§ Task:
Once you have read the listing, output it exactly and completely.

§ Recorded information:
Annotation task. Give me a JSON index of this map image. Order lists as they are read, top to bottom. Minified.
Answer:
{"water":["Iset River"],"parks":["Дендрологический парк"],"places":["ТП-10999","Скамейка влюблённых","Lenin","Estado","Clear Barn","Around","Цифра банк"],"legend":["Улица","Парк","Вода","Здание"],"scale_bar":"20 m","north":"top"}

§ Answer area:
Annotation task. Give me a JSON index of this map image. Order lists as they are read, top to bottom. Minified.
Answer:
{"water":["Iset River"],"parks":["Дендрологический парк"],"places":["ТП-10999","Скамейка влюблённых","Lenin","Estado","Clear Barn","Around","Цифра банк"],"legend":["Улица","Парк","Вода","Здание"],"scale_bar":"20 m","north":"top"}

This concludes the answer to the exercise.